Mitchell: [laughs] That's my answer. Think about it. Of course I'm a Canadian. Americans don't know it sometimes, which is good. Because if they thought I was a Canadian saying the things I do, they wouldn't listen. So keep it under your hat.

Sun: Was it funny to go back through your old catalogue [to pick out songs for the ballet]? Because I get the feeling you're one of those people who's always going forward.

Mitchell: I hated going back. I was trying to put together a box set, which I think I'm going to abort, I don't know that I'm going to do it or not. I don't like listening back, no I don't. But in terms of this project, the opportunity to present it in a theatrical way [was different]. Jean and I made a lot of tapes, I'd call out names and I'd change the sequence. He'd have a tape burning and send it to me and I'd go 'It's not quite right yet, it doesn't feel right as a play.' It's got to emotionally move...it doesn't have a linear plot like a play, but it's a collection of ideas, thematically related. Finally I got a sequence [I liked]. Cause we don't send the clowns in much. On my records I do a little of, 'This is getting too heavy, where's Falstaff, send him in,' you know. But on the ballet it's a pretty heavy hitting collection and yet you get the feeling when the evening is over...I've seen people come up, especially the long version, with their eyes gleaming and tears running down their faces at half-time, in gratitude. Eh, Jean?

Grand-Maitre: Oh yeah.

Mitchell: It has a wonderful emotional effect. Jean even played it to cowboys and it got a great reaction. The humanity of it just works. The songs alone, people go 'we don't know what she's talking about and we don't care.' Especially The Three Great Stimulants, which was never understood...'the three great stimulants of the exhausted ones, artifice, brutality and innocence,' well that's Nietzsche the philosopher talking about Germany rotting.

Well, we're rotting just like Germany. So I borrowed that concept. What do you do when you're in a state of moral and ethical decay? You call to the three great stimulants of the exhausted ones. Artifice, you escape through entertainment. Brutality, our generation produced the most sadistic art in the history of film, anyway. And comedy, everything lost its heart and became brutal. And innocence of course should be corruption of innocence, that's why all this pedophilism and sexual tourism is on the increase, because what do rotten decadent pigs like best but to pervert innocence.

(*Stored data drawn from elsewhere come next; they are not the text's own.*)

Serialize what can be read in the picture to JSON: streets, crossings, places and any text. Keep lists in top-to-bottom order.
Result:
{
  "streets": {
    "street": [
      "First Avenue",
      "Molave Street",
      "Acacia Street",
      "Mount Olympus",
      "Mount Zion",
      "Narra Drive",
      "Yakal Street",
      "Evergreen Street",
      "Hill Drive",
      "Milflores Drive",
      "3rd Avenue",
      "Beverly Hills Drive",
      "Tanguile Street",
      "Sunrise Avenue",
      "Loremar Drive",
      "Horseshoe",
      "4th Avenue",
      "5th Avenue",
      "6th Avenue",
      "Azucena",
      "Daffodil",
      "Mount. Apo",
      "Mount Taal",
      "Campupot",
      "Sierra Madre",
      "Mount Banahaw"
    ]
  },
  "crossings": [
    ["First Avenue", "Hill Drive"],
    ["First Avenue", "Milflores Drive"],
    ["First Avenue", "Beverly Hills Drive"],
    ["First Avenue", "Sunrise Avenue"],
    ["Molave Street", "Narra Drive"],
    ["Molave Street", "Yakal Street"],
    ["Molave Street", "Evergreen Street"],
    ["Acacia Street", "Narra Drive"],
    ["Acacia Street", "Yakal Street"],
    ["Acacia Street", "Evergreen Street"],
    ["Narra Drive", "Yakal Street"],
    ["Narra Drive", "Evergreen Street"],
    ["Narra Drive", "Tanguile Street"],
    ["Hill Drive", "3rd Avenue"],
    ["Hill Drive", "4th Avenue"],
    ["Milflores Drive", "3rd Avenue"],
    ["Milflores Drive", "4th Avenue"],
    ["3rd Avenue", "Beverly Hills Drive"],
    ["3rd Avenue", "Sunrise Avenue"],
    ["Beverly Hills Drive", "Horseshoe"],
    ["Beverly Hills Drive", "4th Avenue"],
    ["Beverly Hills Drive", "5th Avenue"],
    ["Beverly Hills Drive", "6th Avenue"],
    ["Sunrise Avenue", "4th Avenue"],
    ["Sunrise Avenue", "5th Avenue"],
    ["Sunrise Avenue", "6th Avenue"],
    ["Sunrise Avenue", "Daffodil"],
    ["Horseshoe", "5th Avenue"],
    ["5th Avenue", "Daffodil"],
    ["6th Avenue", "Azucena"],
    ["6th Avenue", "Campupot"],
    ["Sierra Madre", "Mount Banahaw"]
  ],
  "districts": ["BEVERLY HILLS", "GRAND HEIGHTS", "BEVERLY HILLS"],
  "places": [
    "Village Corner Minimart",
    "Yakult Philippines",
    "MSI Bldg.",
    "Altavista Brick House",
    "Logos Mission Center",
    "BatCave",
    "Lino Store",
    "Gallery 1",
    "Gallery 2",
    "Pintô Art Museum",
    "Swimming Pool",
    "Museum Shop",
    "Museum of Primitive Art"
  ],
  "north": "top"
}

Grand-Maitre: You remember at the beginning of the ballet, Joni, how you and I talked about how your music has beauty and lyrics which are not beautiful when you sing of suicide and genocide, but the melody is beautiful. And then you have the dancers soaring in their athleticism and their beauty, and it kind of represents humanity at its worst and its best at the same time.

Mitchell: That's what I love about it. That's what I think. You look at those beautiful kids and think 'what a beautiful animal the human being is.' But the words are very critical of [humans] it's a stupid animal, it hasn't learned anything. It doesn't learn from history, it makes the same mistakes.

Sun: Do you spend a lot of time up here in B.C.?

Mitchell: Half the year.

Sun: Not the winter, I presume,

Mitchell: No, my pipes freeze up. And I don't have a generator, and there's power failures.

Sun: What attracts you to B.C., what is special about B.C.?

Mitchell: It's my heartbeat. My home there is my heartbeat. I have long term friends here [in Los Angeles] that are hard to let go of, they're like family to me. My family so to speak is here, the best relationships that I've made. I go up there and it's pretty isolated, and I go to write and work in the beautiful setting close to the ocean. It's my soul. I like to live in the country...although it's becoming a suburb.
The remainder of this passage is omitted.